Collected data:
.....
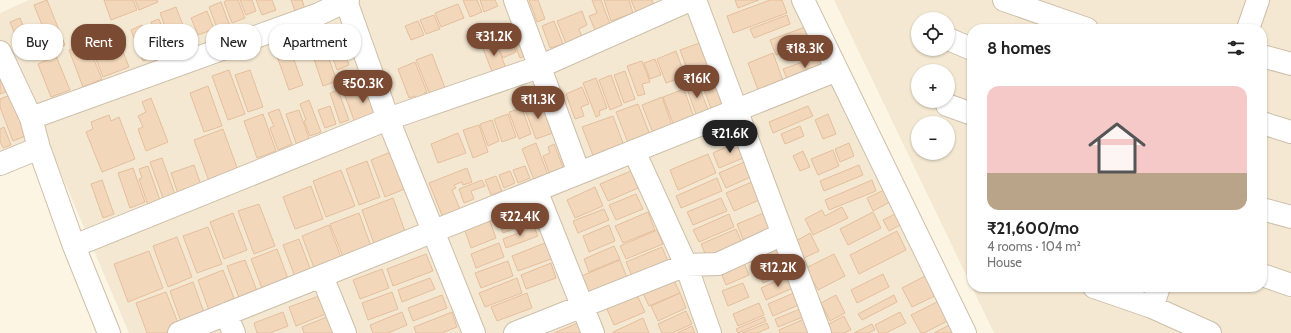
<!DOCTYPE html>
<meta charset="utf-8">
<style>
body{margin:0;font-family:Cabin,sans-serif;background:#f2f2f2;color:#222;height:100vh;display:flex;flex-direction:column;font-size:15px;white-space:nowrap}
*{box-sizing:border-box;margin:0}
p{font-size:13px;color:#767676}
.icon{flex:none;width:22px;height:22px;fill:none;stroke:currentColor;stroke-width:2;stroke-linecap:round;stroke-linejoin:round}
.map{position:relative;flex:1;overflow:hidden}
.drawer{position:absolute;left:967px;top:24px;width:300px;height:268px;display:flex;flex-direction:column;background:#fff;border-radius:16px;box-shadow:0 1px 3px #0004}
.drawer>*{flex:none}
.top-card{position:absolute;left:12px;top:24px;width:380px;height:36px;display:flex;gap:8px}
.tools{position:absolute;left:911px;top:12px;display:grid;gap:8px}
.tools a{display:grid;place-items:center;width:44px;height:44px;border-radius:50%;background:#fff;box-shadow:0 1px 3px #0004;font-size:20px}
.price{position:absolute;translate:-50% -34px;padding:0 9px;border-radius:14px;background:#7b4a33;color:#fff;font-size:13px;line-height:26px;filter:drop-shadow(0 1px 2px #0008)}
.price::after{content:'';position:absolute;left:50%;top:24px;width:12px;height:9px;margin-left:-6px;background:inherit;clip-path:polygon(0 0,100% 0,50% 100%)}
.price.active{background:#222;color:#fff}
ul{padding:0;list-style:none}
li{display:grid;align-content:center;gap:8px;height:212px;padding:0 20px}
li+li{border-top:1px solid #e0e0e0}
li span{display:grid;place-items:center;height:124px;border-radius:12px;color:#555}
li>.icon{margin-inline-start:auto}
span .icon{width:72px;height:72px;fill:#fffc;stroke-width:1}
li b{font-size:17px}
h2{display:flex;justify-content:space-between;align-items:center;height:48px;padding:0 20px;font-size:17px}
.chip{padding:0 14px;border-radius:16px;background:#fff;box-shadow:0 1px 3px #0004;font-size:14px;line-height:36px}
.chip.active{background:#7b4a33;color:#fff}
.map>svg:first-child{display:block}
.residential{fill:#f4e8d2;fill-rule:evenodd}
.building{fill:#f2d7bb;stroke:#e5bf9c}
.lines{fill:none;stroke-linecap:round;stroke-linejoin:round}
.minor-casing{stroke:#cebeaa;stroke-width:24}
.minor{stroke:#fff;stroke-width:22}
</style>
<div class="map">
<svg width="1291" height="333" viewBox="0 0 1291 333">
<rect width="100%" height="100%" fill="#fcf5e4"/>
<path class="residential" d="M29,0H798L963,333H129L49,145L0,163V13Z
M834,0H1291V333H994ZM918,19H948V49H918ZM972,29H1262V287H972ZM918,71H948V101H918ZM918,123H948V153H918Z"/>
<path class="building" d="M47,0L65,45L52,50L34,5Z
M104,0H133L137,10L111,20Z
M135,0H157L158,2L139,10Z
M227,0H238L245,18L232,23L224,2Z
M240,0H252L256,11L246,15Z
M256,0H272L276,10L262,15Z
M291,0H303H302L306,12L297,16Z
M463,0H477L482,12L470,17Z
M480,0H495L498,6L484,12Z
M529,0H538L545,19L537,22Z
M592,0H601L610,24L595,30L589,16L597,13Z
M604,0H629L633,13L611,21Z
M631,0H652L654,6L636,12Z
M735,0H759L738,8Z
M770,0H782L787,13L733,33L727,16Z
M221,2L230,26L218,31L209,7Z
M458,4L464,18L441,27L435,13Z
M176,7L189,41L173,48L160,13Z
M207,11L214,29L198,35L191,18Z
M582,11L587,25L579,29L583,40L567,46L557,21Z
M434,15L440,29L426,34L420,20Z
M787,15L790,24L754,38L750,29Z
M20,18L32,48L22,52L10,22Z
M159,19L171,50L143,61L131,30L142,25L145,33L154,29L151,22Z
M418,21L424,35L411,40L405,26Z
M554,21L563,44L550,48L542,26Z
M805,27L810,42L776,55L770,40Z
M337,32L349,65L337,70L325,36Z
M525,34L533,53L520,58L512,38Z
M109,36L111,41L118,39L129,67L103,77L92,49L103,45L101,40Z
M510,37L516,52L503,58L497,42Z
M287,40L303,85L289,90L273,45Z
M322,40L337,81L323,86L309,44Z
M495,41L506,68L493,74L482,46Z
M705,41L716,69L691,79L680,50Z
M87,43L102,79L83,87L69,50Z
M676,51L685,76L666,83L657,59Z
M773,53L786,89L761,98L748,63Z
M432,54L447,93L434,98L431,92H429L416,60Z
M822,55L827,70L789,84L783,69Z
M56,56L70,90L51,97L38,64Z
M655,59L661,75L650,79L644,63Z
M642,61L650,82L642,84L645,94L638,96L627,66Z
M415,62L427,92L424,93L427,101L418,105L415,96L409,98L398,69Z
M229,70L245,114L228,120L212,76Z
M250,70L263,107L248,112L235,75Z
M625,71L635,99L624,103L614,75Z
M718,72L732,109L714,116L704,90L708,89L704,78Z
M0,73L8,91L0,94Z
M611,75L622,105L610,110L599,80Z
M596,78L607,108L599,111L600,115L596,117L583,83Z
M697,81L709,112L697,117L686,86Z
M353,83L355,88L371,83L383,118L357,128L342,88Z
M208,86L222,126L204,132L190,93Z
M582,87L589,104L581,107L584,116L575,119L566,94Z
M684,89L696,123L676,131L663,97Z
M338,90L349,120L340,123L330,93Z
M13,94L28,135L13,141L0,107V99Z
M662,97L674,131L655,138L642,105Z
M151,98L168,142L146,151L138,129L143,127L138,116L146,112L142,102Z
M309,100L321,132L310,136L304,121L306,120L300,104Z
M541,101L553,133L536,139L524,107Z
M638,104L652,140L630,148L616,112Z
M330,106L336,124L325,128L318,110Z
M808,106L813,116L773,133L769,122Z
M522,108L531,134L519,139L509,112Z
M279,109L292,144L278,150L270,128L274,126L268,113Z
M299,110L310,141L297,146L286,114Z
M263,114L276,151L257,158L244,121Z
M508,114L516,137L502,142L494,119Z
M828,114L836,134L823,139L815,120Z
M109,115L111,121L119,117L135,159L102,172L86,132L93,129L91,122Z
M613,116L626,151L596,163L582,127Z
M492,120L499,141L488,146L480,124Z
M479,125L488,152L473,158L463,130Z
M800,126L804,136L785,144L781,134Z
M4,127L11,145L3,148L0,141V129Z
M223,129L239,173L210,184L194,140Z
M458,133L466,153L438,163L431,144Z
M741,140L748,156L719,168L713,153Z
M536,143L548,175L534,180L522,149Z
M849,143L854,156L840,162L835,149Z
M554,144L565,172L551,178L543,156L550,153L548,147Z
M833,150L839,166L818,175L811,159Z
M393,151L407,188L385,197L371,160Z
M803,151L810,167L800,171L793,156Z
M708,154L716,173L678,190L670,170Z
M162,158L176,197L164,201L150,162Z
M749,160L755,175L726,188L719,173Z
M367,161L380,197L359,205L346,169Z
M194,165L201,185L178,194L171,173Z
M859,165L863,175L824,191L820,181Z
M148,166L161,203L149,208L139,179L142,178L139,169Z
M525,166L530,178L518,183L513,170Z
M133,168L145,202L130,208L118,173Z
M467,168L472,182L463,185L462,182L454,185L456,188L452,190L462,214L444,220L429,183Z
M341,170L355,206L326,217L313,181Z
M510,171L515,183L504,188L499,175Z
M631,171L638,188L608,201L600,184Z
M496,176L502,191L491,195L485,180Z
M717,178L722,191L681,208L676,196Z
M759,179L766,197L734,211L726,193Z
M102,180L114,214L103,218L91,184Z
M482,180L485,186L471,191L474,199L464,203L459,189Z
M872,180L876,191L829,210L825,200Z
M311,186L323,219L295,229L283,197Z
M595,187L603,206L575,218L567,200Z
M886,189L892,201L873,211L867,198Z
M636,194L643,209L616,220L609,205Z
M393,198L407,237L376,249L362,210Z
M721,198L727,211L693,225L687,212Z
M528,202L535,221L503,233L496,214Z
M259,204L275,246L254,254L238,211Z
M842,207L848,218L813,235L805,219L822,210L825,216Z
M604,209L609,220L578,233L573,221Z
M771,210L779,227L744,242L737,224Z
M901,211L906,222L889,231L883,220Z
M648,212L655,230L623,243L615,226Z
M873,212L881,228L848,245L840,229Z
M233,213L247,250L224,259L210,222Z
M359,213L373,252L345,262L330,224Z
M729,214L734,227L699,242L693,230Z
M488,216L496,238L471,248L463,225Z
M329,225L343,263L316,273L302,236Z
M609,225L615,241L589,252L583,236Z
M208,227L222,264L197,273L183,236Z
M534,227L538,236L506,248L503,239Z
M736,229L742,243L707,258L701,244Z
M657,230L663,244L626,259L620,246Z
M897,231L906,250L859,274L850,255Z
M810,233L819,251L804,258L796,241Z
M177,237L192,277L168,287L153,246Z
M299,239L313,276L297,282L283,245Z
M499,243L504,257L476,268L471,254Z
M545,243L551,259L518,271L512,256Z
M778,243L784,256L754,268L748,255Z
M614,246L620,259L589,272L584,259Z
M662,247L670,266L634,281L626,262Z
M277,249L290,284L264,294L251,259Z
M149,251L163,288L128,302L114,264Z
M426,254L433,271L393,286L387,269Z
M834,254L845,276L818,290L806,268Z
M782,259L788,272L763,283L757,270Z
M245,260L259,296L241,303L227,266Z
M620,260L628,280L587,297L579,277Z
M508,261L513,276L481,288L475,273Z
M551,263L556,278L526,289L521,275Z
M744,263L749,275L726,285L721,273Z
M382,269L389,288L360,299L353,280Z
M223,270L236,303L210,313L198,280Z
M931,273L941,293L912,307L902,288Z
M883,274L889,287L857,303L851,290Z
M790,275L795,287L766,300L761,288Z
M672,276L680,293L649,306L641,289Z
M430,278L435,289L402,302L398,290Z
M517,278L522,293L485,307L479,293Z
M193,282L206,318L183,327L170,291Z
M743,283L749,297L728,306L722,291Z
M166,292L180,328L166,333H147L136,303Z
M392,292L398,309L368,320L362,303Z
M796,292L801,304L773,316L768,304Z
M527,293L532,308L497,321L491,307Z
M636,293L645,312L614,325L606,307Z
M680,293L686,308L658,321L651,306Z
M442,295L447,308L413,321L408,308Z
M836,295L845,313L830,321L821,303Z
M894,295L897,302L862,320L858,314Z
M319,296L326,314L296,326L289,307Z
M945,298L955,317L924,333H921L911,315Z
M759,303L764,315L738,326L733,314Z
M805,307L808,315L778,327L775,319Z
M686,311L692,324L672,333H662L658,324Z
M283,312L288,326L270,333H257L254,323Z
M402,312L407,325L388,333H373L370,325Z
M452,312L457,327L442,333H416L414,327Z
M900,312L906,323L886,333H879L875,325Z
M334,314V333H304L302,327Z
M811,316L816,329L807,333H780L779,330Z
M844,316L851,330L844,333H831L827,325Z
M764,317L766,321L738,333L736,329Z
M643,318L649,333H613V332Z
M578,323L582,333H554Z
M767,323L769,328L757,333H742Z
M953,323L956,333H934Z
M872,324L875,330L868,333H854Z
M692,326L695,333H677Z"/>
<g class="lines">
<defs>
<path id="minor" d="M515,0L579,173
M695,0L820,333
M803,0L965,333
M1004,0L1087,29
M346,1L388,119L474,333
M1248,29L1258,0
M948,39L972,49
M0,52L31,118L39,148L74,246L109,333
M1262,56L1291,64
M947,105L972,114
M31,118L319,14L348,0
M1262,123L1291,132
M634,151L686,265L710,333
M0,164L39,148
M536,190L593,333
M1262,209L1291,217
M74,246L388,119L539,67L690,0
M1262,275L1291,285
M322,276L345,333
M1094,287L1152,307L1159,287
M1152,307L1210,333
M226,314L234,333
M179,333L837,70
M515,333L686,265L718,264L783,234"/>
</defs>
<use href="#minor" class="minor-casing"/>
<use href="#minor" class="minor"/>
</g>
</svg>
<div class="tools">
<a><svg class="icon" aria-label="locate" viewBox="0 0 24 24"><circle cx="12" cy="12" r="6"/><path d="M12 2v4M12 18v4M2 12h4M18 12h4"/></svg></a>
<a>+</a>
<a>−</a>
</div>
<b class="price" style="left:494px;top:57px">₹31.2K</b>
<b class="price" style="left:805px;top:69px">₹18.3K</b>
<b class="price" style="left:697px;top:99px">₹16K</b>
<b class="price" style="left:363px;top:104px">₹50.3K</b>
<b class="price" style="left:538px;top:120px">₹11.3K</b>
<b class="price active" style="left:730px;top:154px">₹21.6K</b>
<b class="price" style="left:520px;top:237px">₹22.4K</b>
<b class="price" style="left:778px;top:288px">₹12.2K</b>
<div class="top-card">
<a class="chip">Buy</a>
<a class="chip active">Rent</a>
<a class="chip">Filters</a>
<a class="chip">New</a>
<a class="chip">Apartment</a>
</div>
<section class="drawer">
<h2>8 homes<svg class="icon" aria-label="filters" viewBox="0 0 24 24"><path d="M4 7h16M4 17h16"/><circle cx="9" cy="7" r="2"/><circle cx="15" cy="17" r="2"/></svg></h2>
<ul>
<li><span style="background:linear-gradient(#f6c9c9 70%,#b9a48a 0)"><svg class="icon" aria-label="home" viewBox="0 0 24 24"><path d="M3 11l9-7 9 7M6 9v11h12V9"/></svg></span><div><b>₹21,600/mo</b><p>4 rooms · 104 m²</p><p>House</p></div></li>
</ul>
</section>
</div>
.....
Only a number is expected here: how many lines above contain the word "absolute".

Response to the task:
5